### Exercise instructions
Transcribe each line below verbatim; pictures excluded.

Collected data entries:
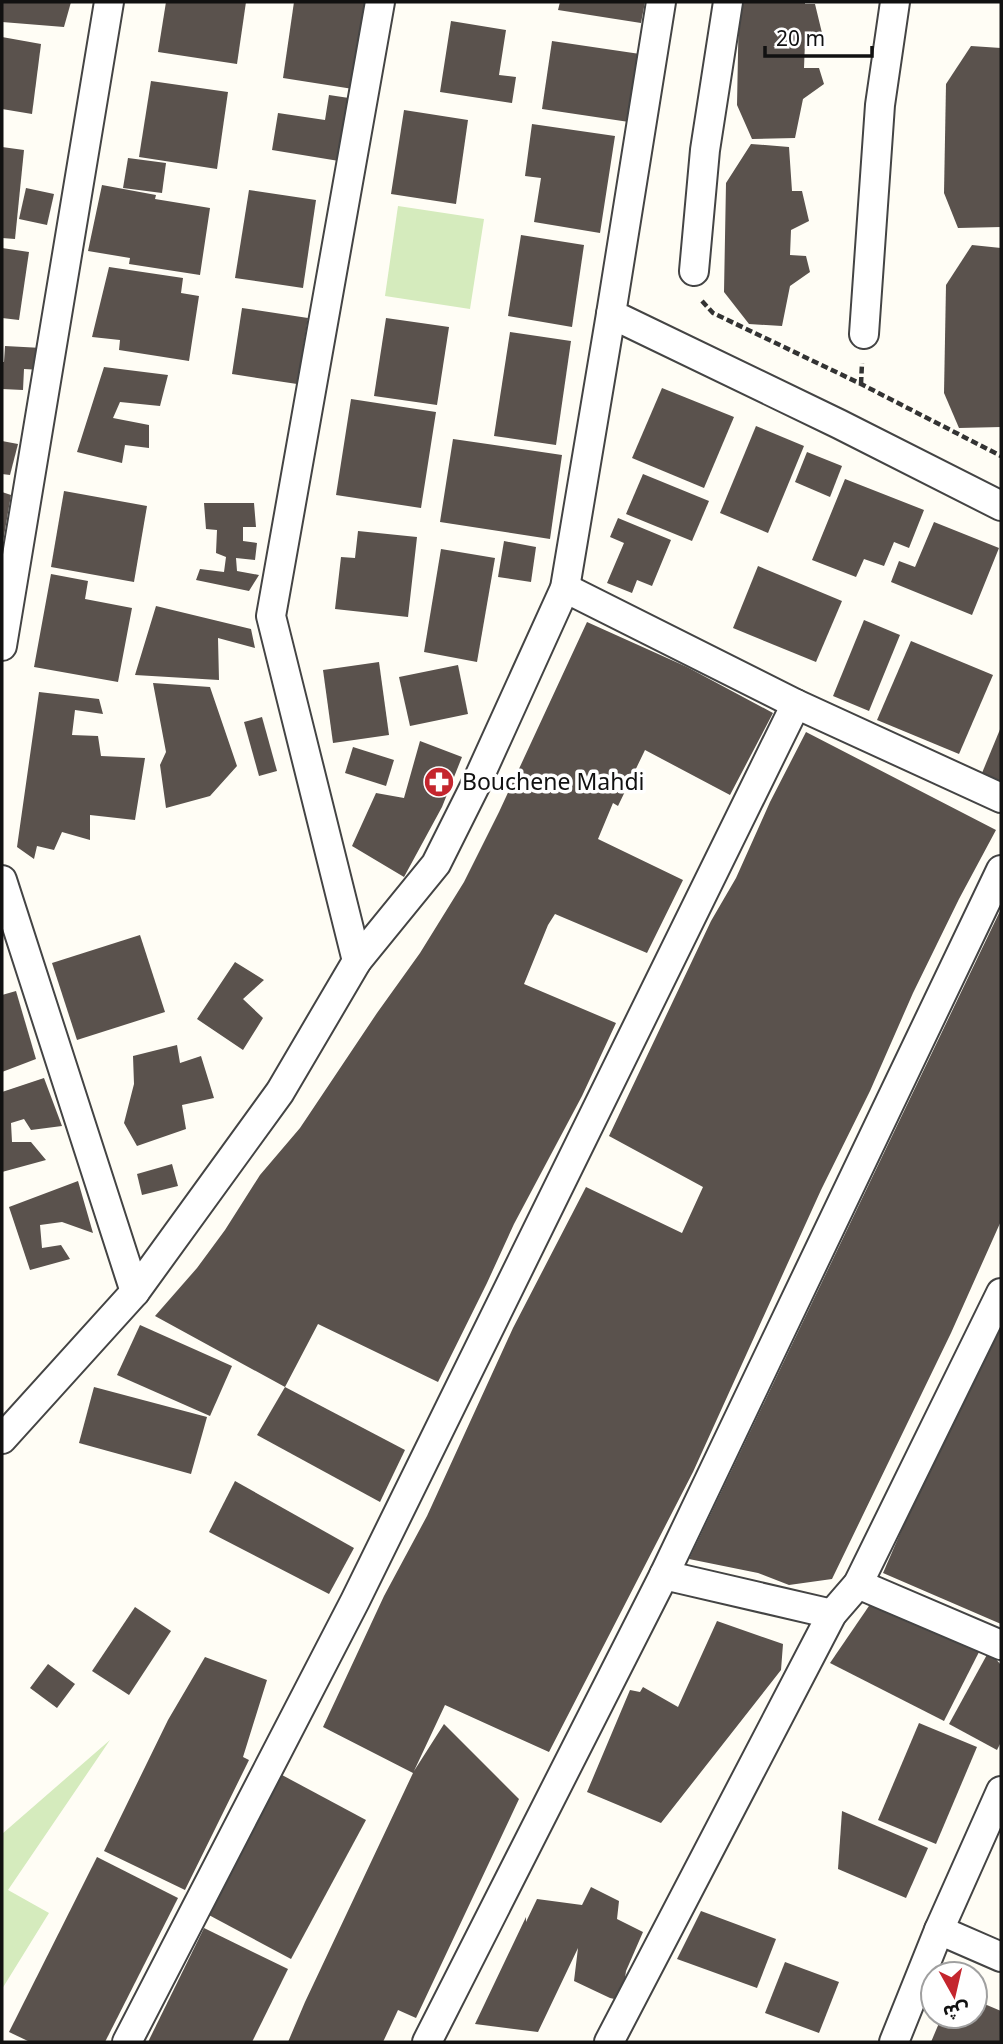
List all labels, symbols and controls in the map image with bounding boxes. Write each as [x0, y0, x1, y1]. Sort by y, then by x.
scale bar [765, 14, 872, 58]
text: 20 m [776, 17, 825, 61]
place label: Bouchene Mahdi [462, 758, 645, 807]
pharmacy icon: Bouchene Mahdi [422, 765, 456, 799]
north arrow [919, 1960, 989, 2030]
text: ش [941, 1989, 972, 2032]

### Answer to this task
List all labels, symbols and controls in the map image with bounding boxes. Write each as [x0, y0, x1, y1]. Sort by y, then by x.
scale bar [765, 14, 872, 58]
text: 20 m [776, 17, 825, 61]
place label: Bouchene Mahdi [462, 758, 645, 807]
pharmacy icon: Bouchene Mahdi [422, 765, 456, 799]
north arrow [919, 1960, 989, 2030]
text: ش [941, 1989, 972, 2032]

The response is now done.